++++ INFORMATION GIVEN ++++

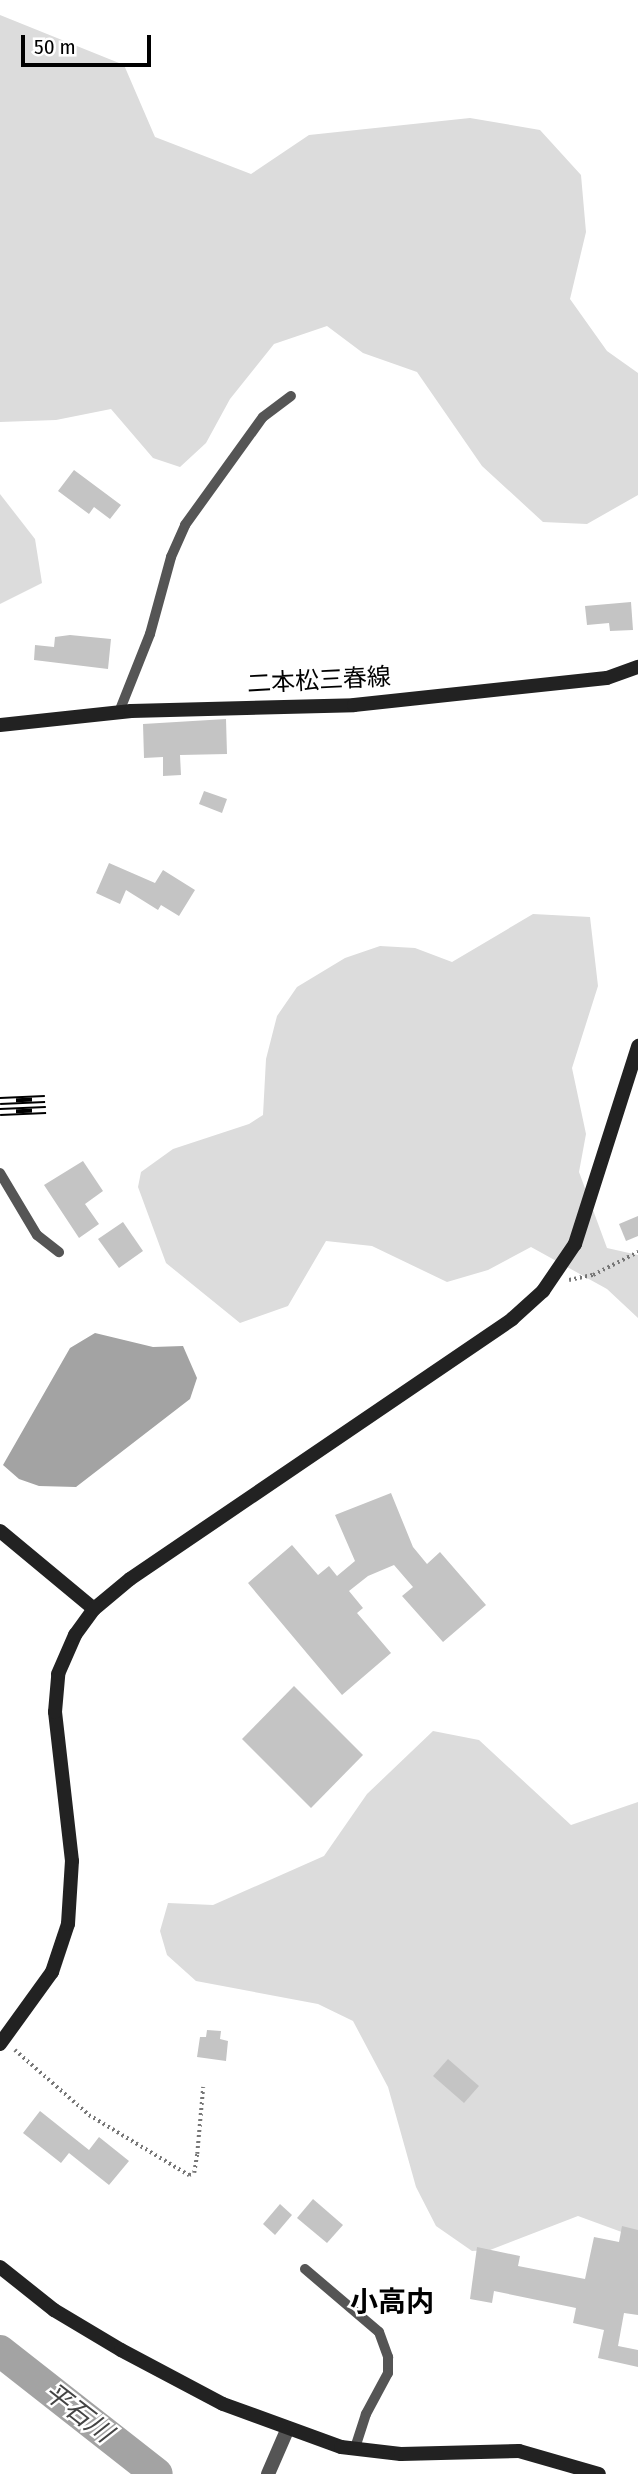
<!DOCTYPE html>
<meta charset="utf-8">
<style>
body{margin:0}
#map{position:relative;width:638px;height:2474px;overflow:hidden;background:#fff;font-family:"Fira Sans Condensed","Noto Sans JP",sans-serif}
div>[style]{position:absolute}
.green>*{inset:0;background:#dcdcdc}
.water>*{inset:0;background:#a3a3a3}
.river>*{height:32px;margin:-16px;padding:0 16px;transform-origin:16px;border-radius:16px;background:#a3a3a3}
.building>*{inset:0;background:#c4c4c4}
.path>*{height:3.5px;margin-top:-1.75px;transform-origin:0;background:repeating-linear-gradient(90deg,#777 0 2px,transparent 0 5.5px)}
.lane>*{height:10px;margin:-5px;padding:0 5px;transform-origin:5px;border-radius:5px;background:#555}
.street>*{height:14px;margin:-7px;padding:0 7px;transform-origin:7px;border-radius:7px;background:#555}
.secondary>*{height:14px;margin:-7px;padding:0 7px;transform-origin:7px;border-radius:7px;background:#222}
.rail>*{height:8px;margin-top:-4px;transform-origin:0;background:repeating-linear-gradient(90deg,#fff 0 16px,#000 0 32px);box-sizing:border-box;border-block:2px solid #000}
span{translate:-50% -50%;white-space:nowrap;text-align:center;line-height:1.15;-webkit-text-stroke:5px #fff;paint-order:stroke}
.street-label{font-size:24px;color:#000}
.water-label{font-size:26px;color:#444;font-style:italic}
.quarter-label{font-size:28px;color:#000;font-weight:700}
.scale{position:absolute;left:21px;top:35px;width:130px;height:32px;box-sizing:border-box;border:4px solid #000;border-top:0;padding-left:9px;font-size:21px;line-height:24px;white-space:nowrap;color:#000;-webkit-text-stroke:5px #fff;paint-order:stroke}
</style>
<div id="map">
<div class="green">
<i style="clip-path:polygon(0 15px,124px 65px,155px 137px,251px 174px,309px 135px,470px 118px,540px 130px,581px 175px,586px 232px,570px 299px,607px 351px,638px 373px,638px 495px,587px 524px,543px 522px,482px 466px,417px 372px,363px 353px,327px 326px,274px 344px,230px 399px,206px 443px,180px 467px,153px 458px,111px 409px,56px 420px,0 422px)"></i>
<i style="clip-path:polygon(0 494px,35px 539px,42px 583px,0 604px)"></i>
<i style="clip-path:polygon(533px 914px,590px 917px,598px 986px,572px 1068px,586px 1134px,579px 1172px,607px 1248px,638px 1255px,638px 1318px,607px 1289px,531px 1247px,488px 1270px,447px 1282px,372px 1246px,326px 1241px,288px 1306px,240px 1323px,166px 1263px,138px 1187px,141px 1172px,173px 1149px,249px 1124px,263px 1115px,266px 1059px,277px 1016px,297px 987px,345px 958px,380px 946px,415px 948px,452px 962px)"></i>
<i style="clip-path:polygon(433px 1731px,479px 1740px,571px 1825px,638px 1802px,638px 2238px,578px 2216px,490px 2250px,472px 2251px,436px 2226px,416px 2187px,388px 2087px,353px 2021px,318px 2004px,196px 1981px,167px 1955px,160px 1931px,168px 1903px,213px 1905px,324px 1856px,367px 1794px)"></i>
</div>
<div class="water">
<i style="clip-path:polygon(95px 1333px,153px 1347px,183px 1346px,197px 1378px,190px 1399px,76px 1487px,39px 1486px,19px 1479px,3px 1465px,70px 1348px)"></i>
</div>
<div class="river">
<i style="left:0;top:2351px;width:199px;rotate:38.1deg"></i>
</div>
<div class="building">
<i style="clip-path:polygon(74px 470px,121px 505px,110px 519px,94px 507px,89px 514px,58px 491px)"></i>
<i style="clip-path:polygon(631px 602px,633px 630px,610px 631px,609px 623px,587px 625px,585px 606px)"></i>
<i style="clip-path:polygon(70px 635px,111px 639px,108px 669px,34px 660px,35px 645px,54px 647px,55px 637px)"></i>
<i style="clip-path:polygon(226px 719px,227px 754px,180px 755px,181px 775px,163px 776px,163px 757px,144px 758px,143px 724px)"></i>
<i style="clip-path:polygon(204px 791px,227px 799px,222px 813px,199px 804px)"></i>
<i style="clip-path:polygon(109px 863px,155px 883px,163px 870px,195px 890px,179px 916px,161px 905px,158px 910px,126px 890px,120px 904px,96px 893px)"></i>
<i style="clip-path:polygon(83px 1161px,103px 1191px,85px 1204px,99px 1224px,79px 1238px,44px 1185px)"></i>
<i style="clip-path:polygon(638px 1216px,638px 1236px,626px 1241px,619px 1224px)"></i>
<i style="clip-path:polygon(123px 1222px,143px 1251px,119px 1268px,98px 1239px)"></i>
<i style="clip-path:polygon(391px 1493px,413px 1547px,427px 1564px,440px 1552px,486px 1605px,443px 1642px,402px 1596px,413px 1587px,394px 1565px,368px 1576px,349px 1591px,363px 1608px,357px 1613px,391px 1653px,342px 1695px,248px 1583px,292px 1545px,318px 1575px,329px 1566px,337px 1576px,355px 1561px,335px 1515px)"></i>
<i style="clip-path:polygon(294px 1686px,363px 1755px,311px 1808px,242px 1739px)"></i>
<i style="clip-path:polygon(207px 2030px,221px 2031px,220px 2039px,228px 2041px,226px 2061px,197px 2057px,200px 2037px,206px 2037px)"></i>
<i style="clip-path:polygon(448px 2059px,479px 2086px,464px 2103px,433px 2076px)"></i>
<i style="clip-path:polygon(40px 2111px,89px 2150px,99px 2137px,129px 2161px,109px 2185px,69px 2153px,61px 2163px,23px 2133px)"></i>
<i style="clip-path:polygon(313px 2199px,343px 2225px,327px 2243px,297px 2218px)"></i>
<i style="clip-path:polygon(280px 2204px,292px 2215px,275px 2235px,263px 2224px)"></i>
<i style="clip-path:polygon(622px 2226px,638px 2230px,638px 2315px,624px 2313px,618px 2346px,638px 2350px,638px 2367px,598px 2358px,604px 2330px,573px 2323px,576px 2308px,494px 2291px,492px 2303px,470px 2299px,477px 2247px,520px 2256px,518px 2266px,585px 2279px,594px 2237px,619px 2242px)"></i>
</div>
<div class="path">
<i style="left:569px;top:1280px;width:25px;rotate:-12deg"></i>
<i style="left:593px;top:1275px;width:51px;rotate:-27.1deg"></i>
<i style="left:15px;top:2050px;width:98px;rotate:41.3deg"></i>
<i style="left:89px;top:2115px;width:117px;rotate:31deg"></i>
<i style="left:189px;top:2175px;width:5px;rotate:-22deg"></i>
<i style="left:194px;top:2173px;width:19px;rotate:-81deg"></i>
<i style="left:197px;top:2154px;width:67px;rotate:-84.9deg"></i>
</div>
<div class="lane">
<i style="left:119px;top:712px;width:84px;rotate:-68.3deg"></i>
<i style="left:150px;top:634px;width:80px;rotate:-74.7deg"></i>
<i style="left:171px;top:557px;width:35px;rotate:-66deg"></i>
<i style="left:185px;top:525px;width:133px;rotate:-54.2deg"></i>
<i style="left:263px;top:417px;width:35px;rotate:-37deg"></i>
<i style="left:0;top:1173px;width:72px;rotate:59.2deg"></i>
<i style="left:37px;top:1235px;width:28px;rotate:38deg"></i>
<i style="left:305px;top:2269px;width:97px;rotate:40.4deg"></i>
<i style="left:379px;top:2332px;width:27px;rotate:70deg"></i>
<i style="left:388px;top:2357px;width:16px;rotate:90deg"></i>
<i style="left:388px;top:2373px;width:47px;rotate:118.2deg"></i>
<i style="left:366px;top:2414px;width:36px;rotate:108deg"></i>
</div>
<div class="street">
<i style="left:268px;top:2474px;width:50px;rotate:-66.5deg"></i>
</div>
<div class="secondary">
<i style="left:0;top:725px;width:132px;rotate:-6.1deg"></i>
<i style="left:131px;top:711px;width:223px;rotate:-1.5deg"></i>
<i style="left:354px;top:705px;width:254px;rotate:-6.1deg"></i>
<i style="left:607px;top:678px;width:33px;rotate:-20deg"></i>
<i style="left:0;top:1531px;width:122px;rotate:39.7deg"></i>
<i style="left:0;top:2044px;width:89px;rotate:-54.2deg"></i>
<i style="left:52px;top:1972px;width:51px;rotate:-71.6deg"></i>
<i style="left:68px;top:1924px;width:63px;rotate:-86.4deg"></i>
<i style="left:72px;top:1861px;width:150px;rotate:-96.5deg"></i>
<i style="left:55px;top:1712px;width:38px;rotate:-85deg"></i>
<i style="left:58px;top:1674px;width:43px;rotate:-66.4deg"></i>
<i style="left:75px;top:1635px;width:32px;rotate:-54deg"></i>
<i style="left:94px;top:1609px;width:47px;rotate:-39.8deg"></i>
<i style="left:130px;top:1579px;width:462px;rotate:-34.2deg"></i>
<i style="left:512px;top:1319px;width:42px;rotate:-42.1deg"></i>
<i style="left:543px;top:1291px;width:57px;rotate:-55.8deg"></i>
<i style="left:575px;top:1244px;width:208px;rotate:-72.3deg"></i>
<i style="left:0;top:2267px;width:69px;rotate:38.5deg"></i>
<i style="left:54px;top:2310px;width:78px;rotate:30.8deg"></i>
<i style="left:121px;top:2350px;width:115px;rotate:27.9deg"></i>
<i style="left:223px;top:2404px;width:126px;rotate:20deg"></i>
<i style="left:341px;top:2447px;width:60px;rotate:6.7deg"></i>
<i style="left:401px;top:2454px;width:118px;rotate:-1.5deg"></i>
<i style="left:519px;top:2451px;width:83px;rotate:16deg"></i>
</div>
<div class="rail">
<i style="left:0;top:1101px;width:45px;rotate:-2.5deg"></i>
<i style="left:0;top:1112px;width:46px;rotate:-2.5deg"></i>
</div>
<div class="street-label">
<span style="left:319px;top:681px;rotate:-3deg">二本松三春線</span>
</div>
<div class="water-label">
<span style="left:78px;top:2413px;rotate:38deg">平石川</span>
</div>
<div class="quarter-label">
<span style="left:392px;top:2302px">小高内</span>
</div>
<div class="scale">50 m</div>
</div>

++++

- [WORK TASK]: Pick from the records each line that contains the word "river" and show it.

- [SOLUTION TO THIS TASK]:
.river>*{height:32px;margin:-16px;padding:0 16px;transform-origin:16px;border-radius:16px;background:#a3a3a3}
<div class="river">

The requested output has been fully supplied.